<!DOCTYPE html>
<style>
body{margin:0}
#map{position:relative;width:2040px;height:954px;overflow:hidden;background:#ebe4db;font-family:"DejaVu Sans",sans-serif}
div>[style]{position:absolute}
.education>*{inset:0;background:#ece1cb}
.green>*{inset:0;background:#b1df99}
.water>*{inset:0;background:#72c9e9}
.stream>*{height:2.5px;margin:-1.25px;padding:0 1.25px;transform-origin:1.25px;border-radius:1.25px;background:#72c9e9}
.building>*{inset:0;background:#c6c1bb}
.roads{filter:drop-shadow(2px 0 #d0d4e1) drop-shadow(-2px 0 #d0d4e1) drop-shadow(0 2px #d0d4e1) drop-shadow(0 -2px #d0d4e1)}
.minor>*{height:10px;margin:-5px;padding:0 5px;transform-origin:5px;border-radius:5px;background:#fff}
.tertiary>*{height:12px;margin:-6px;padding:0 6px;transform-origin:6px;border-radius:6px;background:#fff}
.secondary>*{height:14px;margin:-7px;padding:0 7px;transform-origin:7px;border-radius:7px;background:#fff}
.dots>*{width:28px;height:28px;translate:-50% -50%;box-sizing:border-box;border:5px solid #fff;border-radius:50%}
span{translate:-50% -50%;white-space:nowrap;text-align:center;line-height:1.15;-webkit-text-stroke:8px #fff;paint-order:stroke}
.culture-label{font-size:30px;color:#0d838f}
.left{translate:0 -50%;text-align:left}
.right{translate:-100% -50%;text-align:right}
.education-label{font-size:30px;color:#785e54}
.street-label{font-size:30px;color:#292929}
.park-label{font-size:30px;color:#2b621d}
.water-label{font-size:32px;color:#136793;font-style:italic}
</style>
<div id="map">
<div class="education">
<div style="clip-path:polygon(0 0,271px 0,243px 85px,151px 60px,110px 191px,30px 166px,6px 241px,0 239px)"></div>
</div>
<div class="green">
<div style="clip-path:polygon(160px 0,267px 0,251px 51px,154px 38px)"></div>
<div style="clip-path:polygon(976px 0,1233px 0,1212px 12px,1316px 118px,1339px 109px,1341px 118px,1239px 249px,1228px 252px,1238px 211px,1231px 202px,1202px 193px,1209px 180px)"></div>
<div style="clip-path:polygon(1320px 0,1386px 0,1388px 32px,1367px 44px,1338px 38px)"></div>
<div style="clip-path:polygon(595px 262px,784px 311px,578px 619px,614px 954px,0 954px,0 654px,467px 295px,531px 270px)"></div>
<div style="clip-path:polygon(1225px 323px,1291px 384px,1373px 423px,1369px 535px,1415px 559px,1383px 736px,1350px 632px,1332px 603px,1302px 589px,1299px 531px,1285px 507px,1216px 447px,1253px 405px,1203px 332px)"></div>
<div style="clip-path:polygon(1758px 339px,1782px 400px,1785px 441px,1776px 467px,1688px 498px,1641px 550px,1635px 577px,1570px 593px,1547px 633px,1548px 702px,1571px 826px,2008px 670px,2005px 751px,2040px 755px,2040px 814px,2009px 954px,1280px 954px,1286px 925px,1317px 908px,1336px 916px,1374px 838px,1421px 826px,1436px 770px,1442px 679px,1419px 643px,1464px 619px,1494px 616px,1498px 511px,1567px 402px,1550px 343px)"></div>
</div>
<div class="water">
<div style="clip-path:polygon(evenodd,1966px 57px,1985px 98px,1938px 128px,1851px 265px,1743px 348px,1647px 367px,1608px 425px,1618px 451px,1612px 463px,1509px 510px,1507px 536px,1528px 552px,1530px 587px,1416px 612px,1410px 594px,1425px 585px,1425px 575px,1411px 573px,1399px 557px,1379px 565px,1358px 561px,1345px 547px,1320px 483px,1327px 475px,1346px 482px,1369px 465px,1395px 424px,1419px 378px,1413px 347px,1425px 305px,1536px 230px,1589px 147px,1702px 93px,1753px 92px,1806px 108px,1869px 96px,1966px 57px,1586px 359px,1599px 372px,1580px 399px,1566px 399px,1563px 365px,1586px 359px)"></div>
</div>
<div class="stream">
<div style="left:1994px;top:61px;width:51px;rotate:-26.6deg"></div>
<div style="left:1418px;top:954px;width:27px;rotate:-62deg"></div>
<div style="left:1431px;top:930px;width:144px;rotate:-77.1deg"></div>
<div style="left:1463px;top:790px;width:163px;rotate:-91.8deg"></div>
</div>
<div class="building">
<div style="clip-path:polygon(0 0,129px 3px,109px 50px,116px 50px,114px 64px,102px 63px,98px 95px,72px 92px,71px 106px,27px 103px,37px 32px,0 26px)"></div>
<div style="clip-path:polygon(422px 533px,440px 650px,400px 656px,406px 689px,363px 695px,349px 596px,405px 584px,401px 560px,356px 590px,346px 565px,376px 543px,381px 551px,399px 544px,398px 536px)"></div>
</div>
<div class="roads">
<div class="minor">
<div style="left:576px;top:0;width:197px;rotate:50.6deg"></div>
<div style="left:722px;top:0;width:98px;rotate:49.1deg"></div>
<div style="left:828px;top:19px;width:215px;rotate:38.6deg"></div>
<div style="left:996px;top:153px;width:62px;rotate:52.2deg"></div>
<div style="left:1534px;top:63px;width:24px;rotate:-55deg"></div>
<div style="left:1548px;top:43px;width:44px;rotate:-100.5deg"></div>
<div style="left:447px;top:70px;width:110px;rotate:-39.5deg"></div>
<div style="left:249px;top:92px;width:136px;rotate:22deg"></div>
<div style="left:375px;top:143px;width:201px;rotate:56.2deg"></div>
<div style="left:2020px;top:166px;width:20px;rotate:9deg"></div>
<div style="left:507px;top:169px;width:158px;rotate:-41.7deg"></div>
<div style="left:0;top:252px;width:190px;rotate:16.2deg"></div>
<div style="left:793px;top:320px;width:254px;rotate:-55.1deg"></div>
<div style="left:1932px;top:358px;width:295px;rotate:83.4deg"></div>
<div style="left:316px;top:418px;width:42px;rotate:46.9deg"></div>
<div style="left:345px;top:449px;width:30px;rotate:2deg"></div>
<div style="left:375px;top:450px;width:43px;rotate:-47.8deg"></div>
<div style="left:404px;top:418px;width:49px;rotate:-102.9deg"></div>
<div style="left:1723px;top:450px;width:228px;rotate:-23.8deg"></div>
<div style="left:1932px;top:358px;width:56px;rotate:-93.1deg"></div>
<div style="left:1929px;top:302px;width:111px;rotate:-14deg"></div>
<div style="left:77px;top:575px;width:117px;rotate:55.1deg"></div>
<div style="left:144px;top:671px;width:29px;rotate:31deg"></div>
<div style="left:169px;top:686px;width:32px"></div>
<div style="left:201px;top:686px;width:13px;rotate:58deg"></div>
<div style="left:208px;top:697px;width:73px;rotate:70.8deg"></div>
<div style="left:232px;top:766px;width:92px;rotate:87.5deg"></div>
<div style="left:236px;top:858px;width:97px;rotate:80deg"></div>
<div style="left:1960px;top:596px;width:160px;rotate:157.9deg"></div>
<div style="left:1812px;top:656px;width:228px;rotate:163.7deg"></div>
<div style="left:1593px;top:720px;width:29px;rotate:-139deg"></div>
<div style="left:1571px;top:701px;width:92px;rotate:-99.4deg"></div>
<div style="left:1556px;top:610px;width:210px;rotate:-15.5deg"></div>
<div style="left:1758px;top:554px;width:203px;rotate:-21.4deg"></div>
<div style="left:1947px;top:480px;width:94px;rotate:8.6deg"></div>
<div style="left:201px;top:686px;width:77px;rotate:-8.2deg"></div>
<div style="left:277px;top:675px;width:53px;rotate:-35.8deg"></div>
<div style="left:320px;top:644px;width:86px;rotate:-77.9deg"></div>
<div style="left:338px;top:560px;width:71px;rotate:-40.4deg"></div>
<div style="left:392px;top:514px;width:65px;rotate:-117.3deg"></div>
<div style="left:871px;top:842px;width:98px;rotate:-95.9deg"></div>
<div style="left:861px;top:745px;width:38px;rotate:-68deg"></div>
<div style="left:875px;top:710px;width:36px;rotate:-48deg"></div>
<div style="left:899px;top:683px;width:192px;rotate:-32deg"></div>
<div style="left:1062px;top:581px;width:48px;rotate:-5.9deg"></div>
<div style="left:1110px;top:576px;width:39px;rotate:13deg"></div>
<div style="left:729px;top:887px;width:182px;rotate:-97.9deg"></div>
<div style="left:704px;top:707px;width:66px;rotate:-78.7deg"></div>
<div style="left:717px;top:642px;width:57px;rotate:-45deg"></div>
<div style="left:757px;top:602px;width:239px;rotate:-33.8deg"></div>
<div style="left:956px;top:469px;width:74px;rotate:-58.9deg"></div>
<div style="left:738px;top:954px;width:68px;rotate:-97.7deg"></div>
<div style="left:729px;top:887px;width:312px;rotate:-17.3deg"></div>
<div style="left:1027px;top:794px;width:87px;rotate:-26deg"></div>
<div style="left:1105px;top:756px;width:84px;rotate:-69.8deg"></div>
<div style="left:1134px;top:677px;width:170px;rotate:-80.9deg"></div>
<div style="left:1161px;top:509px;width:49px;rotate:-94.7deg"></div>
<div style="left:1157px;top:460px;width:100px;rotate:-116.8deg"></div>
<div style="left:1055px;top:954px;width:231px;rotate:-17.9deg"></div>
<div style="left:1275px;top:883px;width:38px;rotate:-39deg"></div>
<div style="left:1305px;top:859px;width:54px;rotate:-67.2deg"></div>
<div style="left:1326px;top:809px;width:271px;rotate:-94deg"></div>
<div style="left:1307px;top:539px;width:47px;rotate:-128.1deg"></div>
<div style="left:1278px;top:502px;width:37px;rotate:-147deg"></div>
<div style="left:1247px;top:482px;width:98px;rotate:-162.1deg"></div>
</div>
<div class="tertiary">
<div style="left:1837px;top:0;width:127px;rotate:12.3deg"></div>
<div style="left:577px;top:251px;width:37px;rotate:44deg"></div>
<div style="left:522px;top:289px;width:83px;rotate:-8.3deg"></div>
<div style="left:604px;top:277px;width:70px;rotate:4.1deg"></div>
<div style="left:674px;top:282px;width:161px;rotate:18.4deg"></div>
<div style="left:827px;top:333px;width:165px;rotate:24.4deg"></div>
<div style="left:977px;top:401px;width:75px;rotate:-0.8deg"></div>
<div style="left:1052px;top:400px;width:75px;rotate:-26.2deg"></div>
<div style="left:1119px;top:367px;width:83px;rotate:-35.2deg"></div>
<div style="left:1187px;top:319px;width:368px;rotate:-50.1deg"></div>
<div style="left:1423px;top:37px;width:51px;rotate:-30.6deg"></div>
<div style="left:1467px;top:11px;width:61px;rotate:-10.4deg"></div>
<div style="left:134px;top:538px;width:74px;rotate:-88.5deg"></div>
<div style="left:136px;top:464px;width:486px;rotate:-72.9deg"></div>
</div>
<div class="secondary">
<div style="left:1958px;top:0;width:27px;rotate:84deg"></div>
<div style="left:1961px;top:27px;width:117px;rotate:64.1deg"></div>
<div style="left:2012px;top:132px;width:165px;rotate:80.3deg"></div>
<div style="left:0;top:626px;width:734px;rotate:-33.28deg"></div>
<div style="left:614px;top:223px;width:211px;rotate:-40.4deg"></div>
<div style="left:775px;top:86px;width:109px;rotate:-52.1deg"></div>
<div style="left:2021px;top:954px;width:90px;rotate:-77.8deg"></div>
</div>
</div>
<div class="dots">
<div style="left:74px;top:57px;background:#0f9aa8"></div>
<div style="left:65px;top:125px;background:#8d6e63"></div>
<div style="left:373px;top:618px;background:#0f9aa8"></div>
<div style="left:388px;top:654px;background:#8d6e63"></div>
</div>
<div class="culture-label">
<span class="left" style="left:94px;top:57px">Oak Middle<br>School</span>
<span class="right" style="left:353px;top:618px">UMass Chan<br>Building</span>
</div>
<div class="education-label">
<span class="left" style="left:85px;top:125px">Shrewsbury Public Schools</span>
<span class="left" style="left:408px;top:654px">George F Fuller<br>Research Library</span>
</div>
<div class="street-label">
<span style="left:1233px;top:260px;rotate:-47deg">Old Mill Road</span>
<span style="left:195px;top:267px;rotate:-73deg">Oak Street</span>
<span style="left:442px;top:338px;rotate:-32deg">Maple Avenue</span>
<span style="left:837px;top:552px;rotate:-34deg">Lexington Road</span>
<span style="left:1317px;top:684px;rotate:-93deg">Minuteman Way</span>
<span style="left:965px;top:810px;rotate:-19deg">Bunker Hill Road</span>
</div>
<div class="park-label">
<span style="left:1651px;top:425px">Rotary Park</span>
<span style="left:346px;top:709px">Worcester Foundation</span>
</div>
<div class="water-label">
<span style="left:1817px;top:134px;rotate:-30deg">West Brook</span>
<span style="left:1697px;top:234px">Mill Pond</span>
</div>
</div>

================================

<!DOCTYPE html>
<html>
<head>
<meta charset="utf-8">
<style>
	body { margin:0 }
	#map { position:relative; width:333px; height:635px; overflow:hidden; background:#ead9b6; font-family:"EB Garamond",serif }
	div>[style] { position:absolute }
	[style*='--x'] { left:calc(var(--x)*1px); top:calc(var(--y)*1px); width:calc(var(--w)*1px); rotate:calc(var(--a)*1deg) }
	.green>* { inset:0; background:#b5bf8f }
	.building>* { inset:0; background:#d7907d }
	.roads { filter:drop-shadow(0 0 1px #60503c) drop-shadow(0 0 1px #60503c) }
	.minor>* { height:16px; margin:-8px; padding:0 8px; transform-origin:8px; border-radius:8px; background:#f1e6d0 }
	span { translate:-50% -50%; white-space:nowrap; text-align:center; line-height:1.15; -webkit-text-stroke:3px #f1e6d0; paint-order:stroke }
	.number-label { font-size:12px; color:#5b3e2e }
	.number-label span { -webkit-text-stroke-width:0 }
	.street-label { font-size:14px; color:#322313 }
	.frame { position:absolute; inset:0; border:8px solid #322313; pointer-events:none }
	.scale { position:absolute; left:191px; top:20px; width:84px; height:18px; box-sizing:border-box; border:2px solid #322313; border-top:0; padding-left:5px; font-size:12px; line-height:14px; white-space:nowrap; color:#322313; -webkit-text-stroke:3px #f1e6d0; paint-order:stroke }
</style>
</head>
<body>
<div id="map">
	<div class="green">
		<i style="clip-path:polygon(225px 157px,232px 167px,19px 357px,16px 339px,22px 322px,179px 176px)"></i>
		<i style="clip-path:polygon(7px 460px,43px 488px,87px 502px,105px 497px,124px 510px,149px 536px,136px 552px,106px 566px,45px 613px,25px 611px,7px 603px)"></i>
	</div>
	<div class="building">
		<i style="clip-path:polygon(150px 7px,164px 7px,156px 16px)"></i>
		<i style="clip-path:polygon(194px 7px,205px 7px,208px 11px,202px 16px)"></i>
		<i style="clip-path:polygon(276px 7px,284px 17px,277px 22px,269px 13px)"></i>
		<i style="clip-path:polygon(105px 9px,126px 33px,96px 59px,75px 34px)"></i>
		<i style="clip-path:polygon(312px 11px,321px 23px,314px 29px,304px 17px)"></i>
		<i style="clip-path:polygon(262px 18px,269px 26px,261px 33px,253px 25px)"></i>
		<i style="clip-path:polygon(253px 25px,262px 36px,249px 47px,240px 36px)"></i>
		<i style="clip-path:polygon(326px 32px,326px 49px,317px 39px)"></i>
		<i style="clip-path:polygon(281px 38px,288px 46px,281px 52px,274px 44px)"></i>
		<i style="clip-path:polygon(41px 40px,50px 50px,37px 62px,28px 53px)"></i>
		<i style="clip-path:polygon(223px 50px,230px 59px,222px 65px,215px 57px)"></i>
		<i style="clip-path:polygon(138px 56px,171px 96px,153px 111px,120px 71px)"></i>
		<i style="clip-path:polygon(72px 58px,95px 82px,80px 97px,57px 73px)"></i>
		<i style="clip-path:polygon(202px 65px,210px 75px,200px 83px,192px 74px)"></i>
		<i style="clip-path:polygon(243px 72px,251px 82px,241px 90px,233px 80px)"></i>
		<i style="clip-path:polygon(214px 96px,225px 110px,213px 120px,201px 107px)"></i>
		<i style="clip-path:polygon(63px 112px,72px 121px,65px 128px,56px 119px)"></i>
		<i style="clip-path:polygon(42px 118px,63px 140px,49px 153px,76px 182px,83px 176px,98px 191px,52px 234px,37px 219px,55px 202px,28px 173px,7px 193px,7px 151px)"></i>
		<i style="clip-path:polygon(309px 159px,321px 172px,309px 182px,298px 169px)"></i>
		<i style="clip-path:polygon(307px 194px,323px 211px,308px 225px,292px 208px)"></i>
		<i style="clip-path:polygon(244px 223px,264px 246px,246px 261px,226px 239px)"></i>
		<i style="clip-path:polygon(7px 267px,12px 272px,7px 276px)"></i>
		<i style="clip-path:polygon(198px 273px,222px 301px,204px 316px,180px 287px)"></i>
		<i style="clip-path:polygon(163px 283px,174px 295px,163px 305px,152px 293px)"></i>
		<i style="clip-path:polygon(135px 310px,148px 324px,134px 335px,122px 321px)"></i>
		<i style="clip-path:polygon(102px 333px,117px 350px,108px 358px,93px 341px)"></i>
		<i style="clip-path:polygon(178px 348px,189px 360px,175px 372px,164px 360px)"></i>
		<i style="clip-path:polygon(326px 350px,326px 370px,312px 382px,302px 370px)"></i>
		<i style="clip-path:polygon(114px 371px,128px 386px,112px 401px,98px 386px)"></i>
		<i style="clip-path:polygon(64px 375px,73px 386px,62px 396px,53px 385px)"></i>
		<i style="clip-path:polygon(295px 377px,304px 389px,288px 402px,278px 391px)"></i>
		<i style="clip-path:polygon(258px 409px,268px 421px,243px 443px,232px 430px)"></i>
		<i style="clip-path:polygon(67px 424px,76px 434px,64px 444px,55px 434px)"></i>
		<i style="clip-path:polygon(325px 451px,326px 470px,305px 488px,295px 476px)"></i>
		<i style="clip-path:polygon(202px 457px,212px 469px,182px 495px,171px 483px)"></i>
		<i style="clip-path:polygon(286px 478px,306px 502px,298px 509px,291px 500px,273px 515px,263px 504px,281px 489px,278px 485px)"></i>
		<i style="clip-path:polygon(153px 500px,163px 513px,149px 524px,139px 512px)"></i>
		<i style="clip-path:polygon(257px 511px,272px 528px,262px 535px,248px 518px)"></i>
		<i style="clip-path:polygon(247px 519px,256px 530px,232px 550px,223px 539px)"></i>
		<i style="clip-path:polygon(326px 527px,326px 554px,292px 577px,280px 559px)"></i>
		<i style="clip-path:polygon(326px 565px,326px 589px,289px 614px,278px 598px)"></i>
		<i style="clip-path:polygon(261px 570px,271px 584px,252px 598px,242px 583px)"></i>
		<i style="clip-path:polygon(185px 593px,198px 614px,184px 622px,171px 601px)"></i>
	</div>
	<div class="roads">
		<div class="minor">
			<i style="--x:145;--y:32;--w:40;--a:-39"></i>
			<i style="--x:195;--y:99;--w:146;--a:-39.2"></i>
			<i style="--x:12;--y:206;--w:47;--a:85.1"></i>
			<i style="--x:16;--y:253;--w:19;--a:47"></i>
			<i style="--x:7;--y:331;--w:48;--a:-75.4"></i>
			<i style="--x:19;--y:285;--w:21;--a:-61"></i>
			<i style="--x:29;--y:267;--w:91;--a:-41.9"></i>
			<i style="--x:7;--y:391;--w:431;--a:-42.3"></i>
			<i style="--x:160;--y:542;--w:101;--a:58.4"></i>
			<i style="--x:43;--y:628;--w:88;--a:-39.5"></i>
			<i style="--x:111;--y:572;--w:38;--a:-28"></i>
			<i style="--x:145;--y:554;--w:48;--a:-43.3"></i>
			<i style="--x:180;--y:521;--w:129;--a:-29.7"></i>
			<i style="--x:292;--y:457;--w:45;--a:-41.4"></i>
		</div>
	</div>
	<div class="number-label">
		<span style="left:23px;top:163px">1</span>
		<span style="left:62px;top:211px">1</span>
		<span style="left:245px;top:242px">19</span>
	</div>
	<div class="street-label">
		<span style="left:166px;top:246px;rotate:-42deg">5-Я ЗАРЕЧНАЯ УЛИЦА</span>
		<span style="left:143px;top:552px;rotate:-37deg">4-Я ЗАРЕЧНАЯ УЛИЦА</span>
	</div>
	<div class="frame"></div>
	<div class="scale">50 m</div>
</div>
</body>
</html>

================================

◆ Task directions
Every line with the string "stream" in the material should be returned.

◆ Response below
.stream>*{height:2.5px;margin:-1.25px;padding:0 1.25px;transform-origin:1.25px;border-radius:1.25px;background:#72c9e9}
<div class="stream">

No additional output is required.